§ Work request: Pictures stay out, but every line of the data is copied exactly.

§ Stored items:
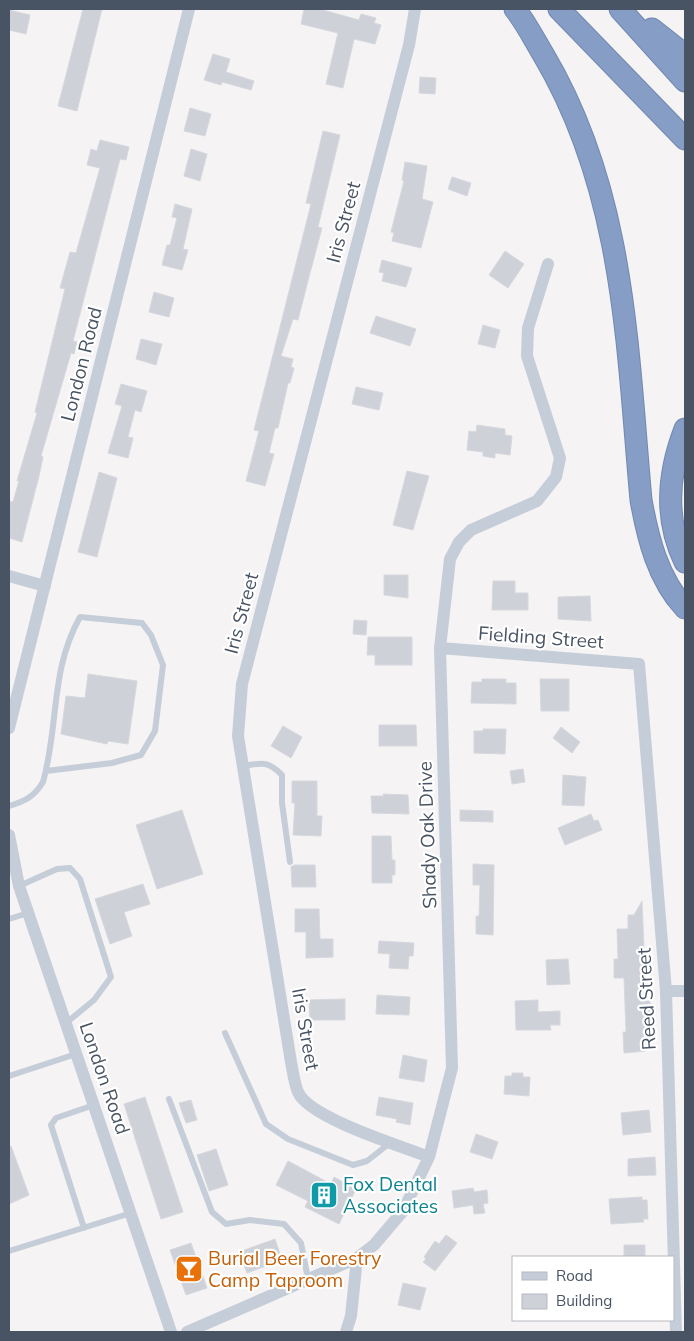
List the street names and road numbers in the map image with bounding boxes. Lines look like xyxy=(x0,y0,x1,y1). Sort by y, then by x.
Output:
street label: Iris Street xyxy=(321,178,365,265)
street label: London Road xyxy=(55,304,107,424)
street label: Iris Street xyxy=(219,569,263,656)
street label: Fielding Street xyxy=(477,621,605,653)
street label: Shady Oak Drive xyxy=(412,761,442,909)
street label: Reed Street xyxy=(631,947,661,1051)
street label: Iris Street xyxy=(287,986,325,1072)
street label: London Road xyxy=(75,1019,135,1137)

§ Output of the exercise:
List the street names and road numbers in the map image with bounding boxes. Lines look like xyxy=(x0,y0,x1,y1). Sort by y, then by x.
Output:
street label: Iris Street xyxy=(321,178,365,265)
street label: London Road xyxy=(55,304,107,424)
street label: Iris Street xyxy=(219,569,263,656)
street label: Fielding Street xyxy=(477,621,605,653)
street label: Shady Oak Drive xyxy=(412,761,442,909)
street label: Reed Street xyxy=(631,947,661,1051)
street label: Iris Street xyxy=(287,986,325,1072)
street label: London Road xyxy=(75,1019,135,1137)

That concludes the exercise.